Collected data entries
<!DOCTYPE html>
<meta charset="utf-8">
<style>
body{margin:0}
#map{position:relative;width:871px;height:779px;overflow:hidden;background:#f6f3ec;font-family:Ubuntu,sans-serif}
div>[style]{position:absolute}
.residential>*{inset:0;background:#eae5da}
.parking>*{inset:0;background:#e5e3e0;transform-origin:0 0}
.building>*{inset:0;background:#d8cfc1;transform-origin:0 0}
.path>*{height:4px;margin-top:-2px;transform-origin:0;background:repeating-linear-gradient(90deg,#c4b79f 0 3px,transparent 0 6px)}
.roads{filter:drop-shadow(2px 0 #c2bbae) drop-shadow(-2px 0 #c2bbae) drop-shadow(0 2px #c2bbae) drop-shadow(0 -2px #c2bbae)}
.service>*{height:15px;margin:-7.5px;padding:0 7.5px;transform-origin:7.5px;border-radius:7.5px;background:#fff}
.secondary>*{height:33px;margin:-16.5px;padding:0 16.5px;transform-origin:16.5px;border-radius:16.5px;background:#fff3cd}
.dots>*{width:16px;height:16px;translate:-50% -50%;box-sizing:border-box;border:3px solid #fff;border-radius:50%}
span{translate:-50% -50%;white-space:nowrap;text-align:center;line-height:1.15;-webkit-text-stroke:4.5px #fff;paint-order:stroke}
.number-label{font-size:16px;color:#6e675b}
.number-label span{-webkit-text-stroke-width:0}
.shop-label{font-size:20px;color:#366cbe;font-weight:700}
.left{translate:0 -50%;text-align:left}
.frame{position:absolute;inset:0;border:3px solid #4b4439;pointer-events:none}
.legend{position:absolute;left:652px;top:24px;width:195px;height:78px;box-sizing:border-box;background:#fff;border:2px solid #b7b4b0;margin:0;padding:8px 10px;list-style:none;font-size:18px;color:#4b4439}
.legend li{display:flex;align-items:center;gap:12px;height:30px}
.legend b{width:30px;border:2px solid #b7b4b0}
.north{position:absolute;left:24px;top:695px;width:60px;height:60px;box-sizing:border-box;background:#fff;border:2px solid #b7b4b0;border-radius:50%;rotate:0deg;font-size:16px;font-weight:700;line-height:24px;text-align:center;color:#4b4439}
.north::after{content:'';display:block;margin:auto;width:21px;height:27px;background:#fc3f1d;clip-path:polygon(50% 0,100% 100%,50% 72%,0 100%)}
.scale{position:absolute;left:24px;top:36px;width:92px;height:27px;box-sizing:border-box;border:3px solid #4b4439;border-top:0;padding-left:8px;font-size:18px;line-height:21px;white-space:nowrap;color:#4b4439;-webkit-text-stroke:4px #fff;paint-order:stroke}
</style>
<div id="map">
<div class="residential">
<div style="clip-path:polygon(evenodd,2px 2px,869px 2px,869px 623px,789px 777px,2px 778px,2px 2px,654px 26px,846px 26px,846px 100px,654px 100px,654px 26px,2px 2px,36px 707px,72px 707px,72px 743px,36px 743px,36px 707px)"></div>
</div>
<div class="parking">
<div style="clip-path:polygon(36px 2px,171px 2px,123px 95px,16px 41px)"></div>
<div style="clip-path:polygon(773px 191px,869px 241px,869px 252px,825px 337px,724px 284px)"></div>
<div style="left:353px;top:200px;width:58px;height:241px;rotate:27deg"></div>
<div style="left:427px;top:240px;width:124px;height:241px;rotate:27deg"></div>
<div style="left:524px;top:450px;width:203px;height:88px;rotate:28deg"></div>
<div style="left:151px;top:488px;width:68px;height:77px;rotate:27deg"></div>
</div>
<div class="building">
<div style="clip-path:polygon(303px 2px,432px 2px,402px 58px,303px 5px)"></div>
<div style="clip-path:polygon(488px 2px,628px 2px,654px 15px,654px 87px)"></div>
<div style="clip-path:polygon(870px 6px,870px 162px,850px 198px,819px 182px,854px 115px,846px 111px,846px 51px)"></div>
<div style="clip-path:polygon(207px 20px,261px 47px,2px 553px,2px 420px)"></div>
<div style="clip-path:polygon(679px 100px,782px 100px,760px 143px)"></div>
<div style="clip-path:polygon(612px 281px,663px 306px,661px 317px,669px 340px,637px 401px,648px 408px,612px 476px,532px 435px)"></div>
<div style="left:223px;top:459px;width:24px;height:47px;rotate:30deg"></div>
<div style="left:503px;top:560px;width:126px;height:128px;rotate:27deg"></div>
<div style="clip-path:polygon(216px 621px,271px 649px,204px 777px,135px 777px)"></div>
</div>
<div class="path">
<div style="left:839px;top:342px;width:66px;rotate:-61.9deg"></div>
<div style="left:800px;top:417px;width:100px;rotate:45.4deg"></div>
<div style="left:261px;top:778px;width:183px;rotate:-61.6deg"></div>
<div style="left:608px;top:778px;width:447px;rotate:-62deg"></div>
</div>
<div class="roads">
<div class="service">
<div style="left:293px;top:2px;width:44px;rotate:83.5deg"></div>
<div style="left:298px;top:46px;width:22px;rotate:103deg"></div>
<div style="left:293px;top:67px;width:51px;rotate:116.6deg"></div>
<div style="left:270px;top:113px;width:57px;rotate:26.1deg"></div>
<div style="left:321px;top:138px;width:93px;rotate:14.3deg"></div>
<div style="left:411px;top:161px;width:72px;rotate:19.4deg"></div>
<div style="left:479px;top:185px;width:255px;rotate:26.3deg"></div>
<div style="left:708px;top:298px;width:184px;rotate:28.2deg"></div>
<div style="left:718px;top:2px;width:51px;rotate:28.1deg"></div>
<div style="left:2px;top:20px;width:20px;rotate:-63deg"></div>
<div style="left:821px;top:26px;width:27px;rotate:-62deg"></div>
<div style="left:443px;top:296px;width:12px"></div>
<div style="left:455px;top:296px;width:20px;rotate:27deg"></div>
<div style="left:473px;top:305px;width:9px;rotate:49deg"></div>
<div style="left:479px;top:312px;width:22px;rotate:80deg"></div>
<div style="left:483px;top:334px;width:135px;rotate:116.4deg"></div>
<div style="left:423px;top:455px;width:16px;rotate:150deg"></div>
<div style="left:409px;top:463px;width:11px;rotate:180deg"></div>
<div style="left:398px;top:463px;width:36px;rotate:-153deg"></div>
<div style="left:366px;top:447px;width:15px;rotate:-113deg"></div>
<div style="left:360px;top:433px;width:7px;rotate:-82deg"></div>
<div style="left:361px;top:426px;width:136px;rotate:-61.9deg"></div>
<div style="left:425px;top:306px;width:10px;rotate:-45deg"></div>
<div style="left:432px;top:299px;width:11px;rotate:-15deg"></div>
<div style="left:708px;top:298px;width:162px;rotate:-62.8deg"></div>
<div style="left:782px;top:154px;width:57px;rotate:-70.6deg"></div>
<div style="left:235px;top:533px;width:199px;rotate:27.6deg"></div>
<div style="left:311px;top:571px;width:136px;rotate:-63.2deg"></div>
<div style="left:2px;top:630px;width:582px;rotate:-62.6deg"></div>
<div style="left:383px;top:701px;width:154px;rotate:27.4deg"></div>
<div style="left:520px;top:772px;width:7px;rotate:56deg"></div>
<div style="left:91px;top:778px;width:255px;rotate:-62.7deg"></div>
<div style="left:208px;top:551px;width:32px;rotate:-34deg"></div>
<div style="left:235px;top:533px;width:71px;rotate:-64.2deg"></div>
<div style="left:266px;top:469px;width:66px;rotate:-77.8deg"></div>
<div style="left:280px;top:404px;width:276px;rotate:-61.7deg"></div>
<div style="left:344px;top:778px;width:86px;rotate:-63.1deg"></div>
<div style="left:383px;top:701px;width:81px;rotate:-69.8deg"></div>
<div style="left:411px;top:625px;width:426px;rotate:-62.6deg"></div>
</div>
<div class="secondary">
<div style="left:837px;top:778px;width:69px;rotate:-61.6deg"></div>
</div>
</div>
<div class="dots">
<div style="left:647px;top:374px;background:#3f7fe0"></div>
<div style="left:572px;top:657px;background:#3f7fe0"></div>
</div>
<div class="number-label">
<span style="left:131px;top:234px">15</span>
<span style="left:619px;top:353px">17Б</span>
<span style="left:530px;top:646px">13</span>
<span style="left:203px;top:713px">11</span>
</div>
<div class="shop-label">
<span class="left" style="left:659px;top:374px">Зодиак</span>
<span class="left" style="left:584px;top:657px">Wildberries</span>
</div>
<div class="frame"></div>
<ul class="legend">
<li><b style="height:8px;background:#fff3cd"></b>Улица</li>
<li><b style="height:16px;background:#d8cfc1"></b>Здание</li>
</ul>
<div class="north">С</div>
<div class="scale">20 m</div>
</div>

## TASK INSTRUCTIONS
A single number is required: the count of lines in the data that contain the string "inset".

## OUTPUT FOR THIS EXERCISE
4